The word "Keep" occurs in some of the lines below; copy each of those lines.

Supplied material —
- - - - -
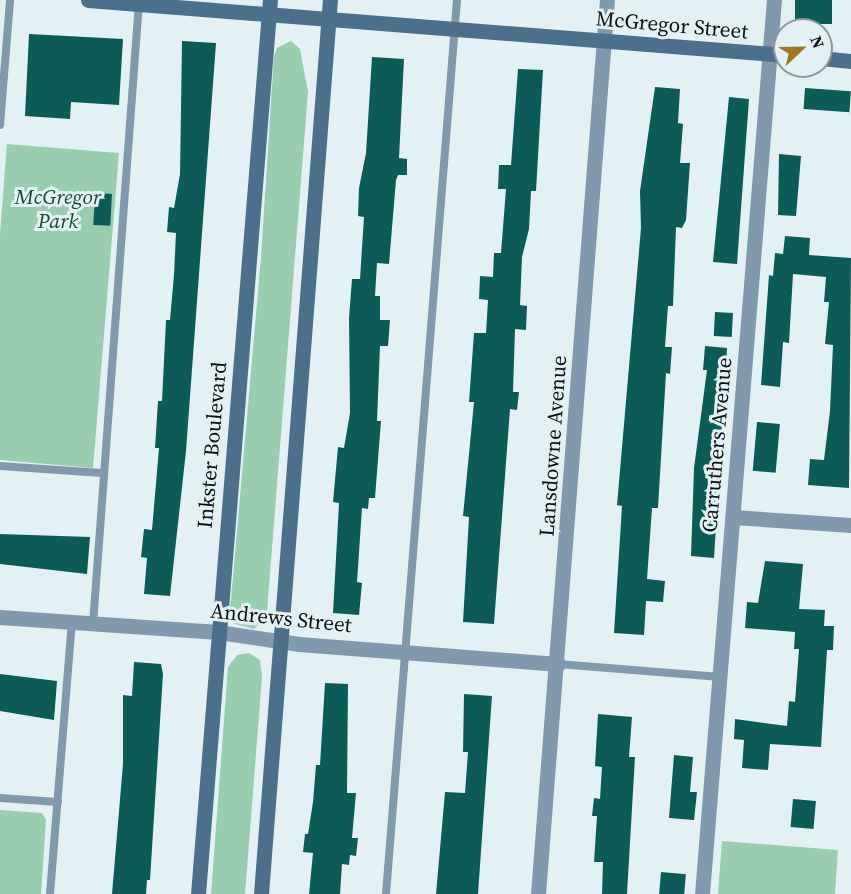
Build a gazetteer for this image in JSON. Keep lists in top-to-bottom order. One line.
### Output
- - - - -
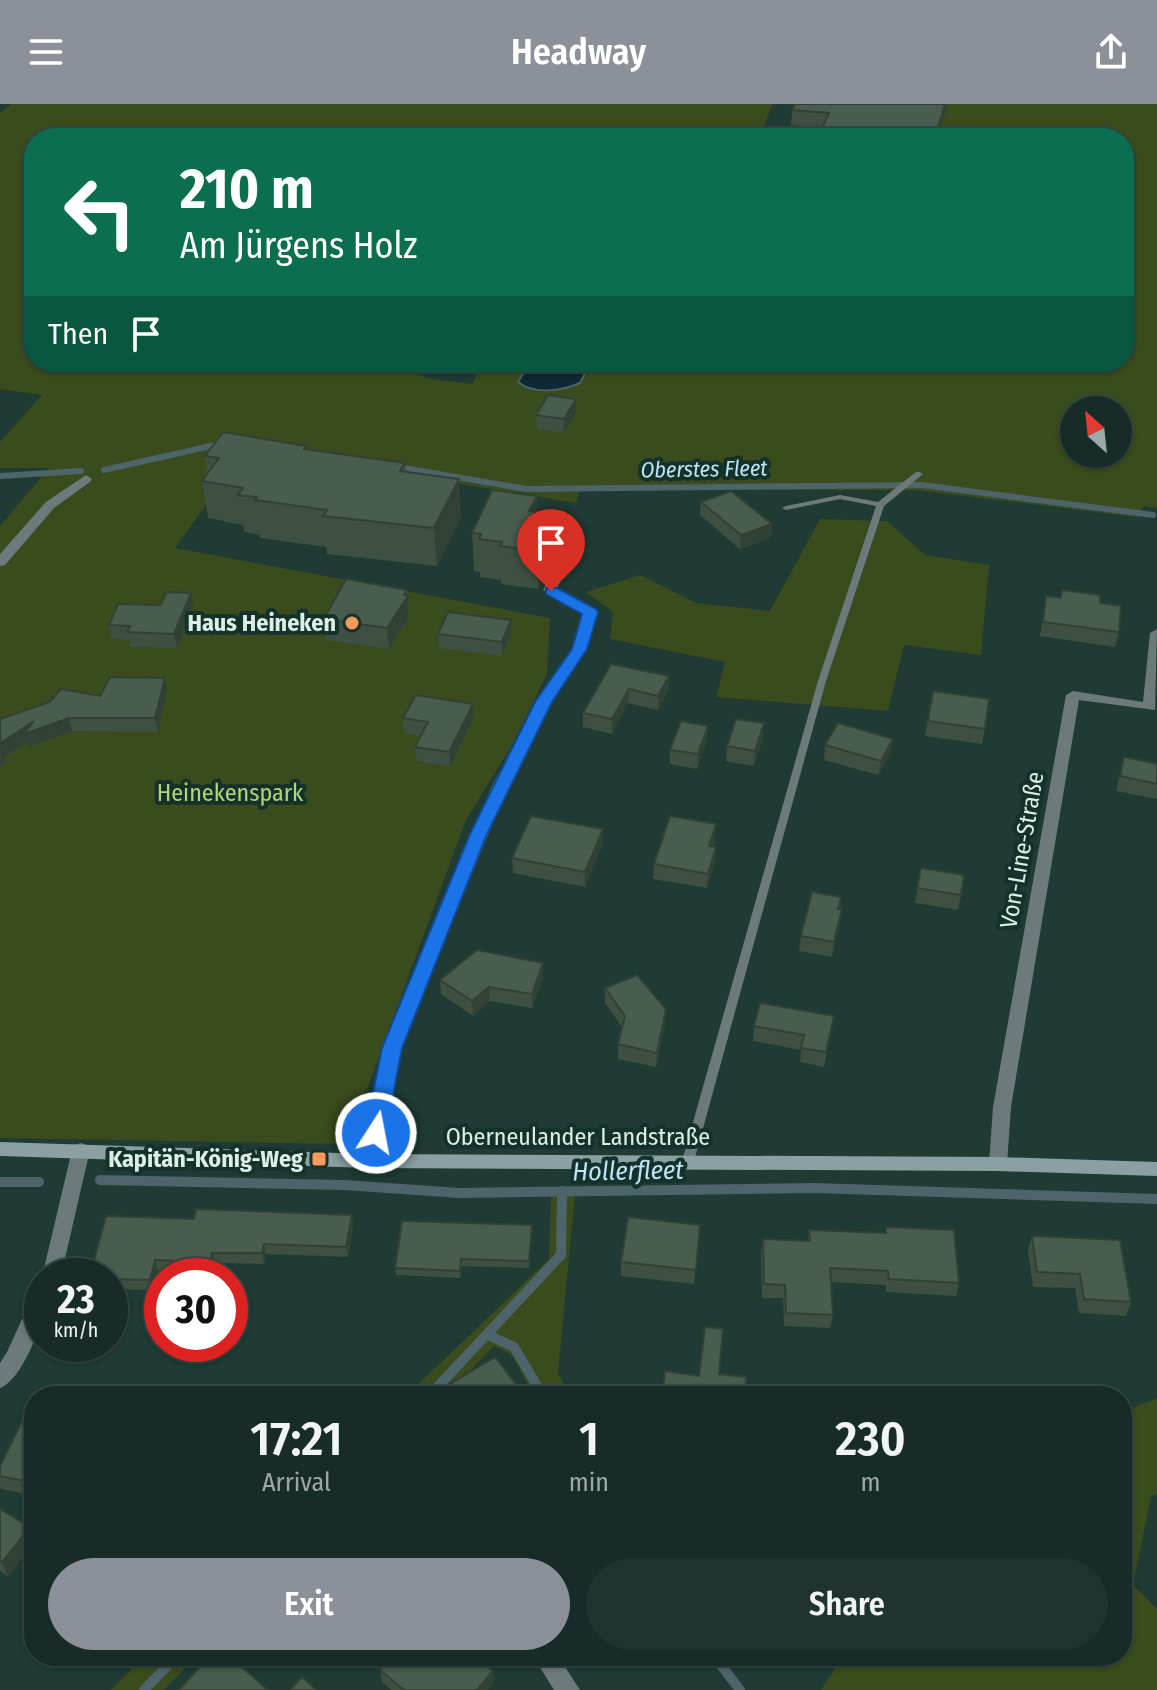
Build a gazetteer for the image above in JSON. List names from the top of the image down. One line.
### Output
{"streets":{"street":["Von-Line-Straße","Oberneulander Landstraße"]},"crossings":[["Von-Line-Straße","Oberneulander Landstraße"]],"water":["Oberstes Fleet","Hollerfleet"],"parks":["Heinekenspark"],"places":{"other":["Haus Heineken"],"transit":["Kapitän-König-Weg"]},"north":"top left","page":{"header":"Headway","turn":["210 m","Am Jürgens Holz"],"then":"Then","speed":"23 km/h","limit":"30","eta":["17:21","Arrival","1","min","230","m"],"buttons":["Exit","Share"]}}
- - - - -
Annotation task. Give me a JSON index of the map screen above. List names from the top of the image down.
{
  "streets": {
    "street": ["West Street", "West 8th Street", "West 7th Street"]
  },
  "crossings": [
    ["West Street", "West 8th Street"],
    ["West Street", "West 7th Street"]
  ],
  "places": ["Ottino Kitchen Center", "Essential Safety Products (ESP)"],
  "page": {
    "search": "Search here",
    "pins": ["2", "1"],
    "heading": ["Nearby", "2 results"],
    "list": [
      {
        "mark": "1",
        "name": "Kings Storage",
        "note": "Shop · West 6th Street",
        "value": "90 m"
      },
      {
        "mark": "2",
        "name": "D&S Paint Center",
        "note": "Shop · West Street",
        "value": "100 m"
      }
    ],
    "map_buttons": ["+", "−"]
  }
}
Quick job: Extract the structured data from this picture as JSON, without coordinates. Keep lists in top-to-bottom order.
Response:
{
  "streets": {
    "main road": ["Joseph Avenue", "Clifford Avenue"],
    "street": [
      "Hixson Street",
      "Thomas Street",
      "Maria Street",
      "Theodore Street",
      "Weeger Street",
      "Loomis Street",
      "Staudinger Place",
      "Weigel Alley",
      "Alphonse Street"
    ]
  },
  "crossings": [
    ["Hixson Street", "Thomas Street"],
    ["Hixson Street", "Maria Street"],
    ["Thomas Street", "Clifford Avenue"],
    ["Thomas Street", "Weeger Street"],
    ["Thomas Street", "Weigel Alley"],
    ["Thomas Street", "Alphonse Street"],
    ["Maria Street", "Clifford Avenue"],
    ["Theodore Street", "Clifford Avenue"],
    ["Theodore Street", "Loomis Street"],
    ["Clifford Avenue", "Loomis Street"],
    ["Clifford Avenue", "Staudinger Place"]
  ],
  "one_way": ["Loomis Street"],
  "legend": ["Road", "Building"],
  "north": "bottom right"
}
- - - - -
Solution —
Build a gazetteer for this image in JSON. Keep lists in top-to-bottom order. One line.
Quick job: Extract the structured data from this picture as JSON, without coordinates. Keep lists in top-to-bottom order.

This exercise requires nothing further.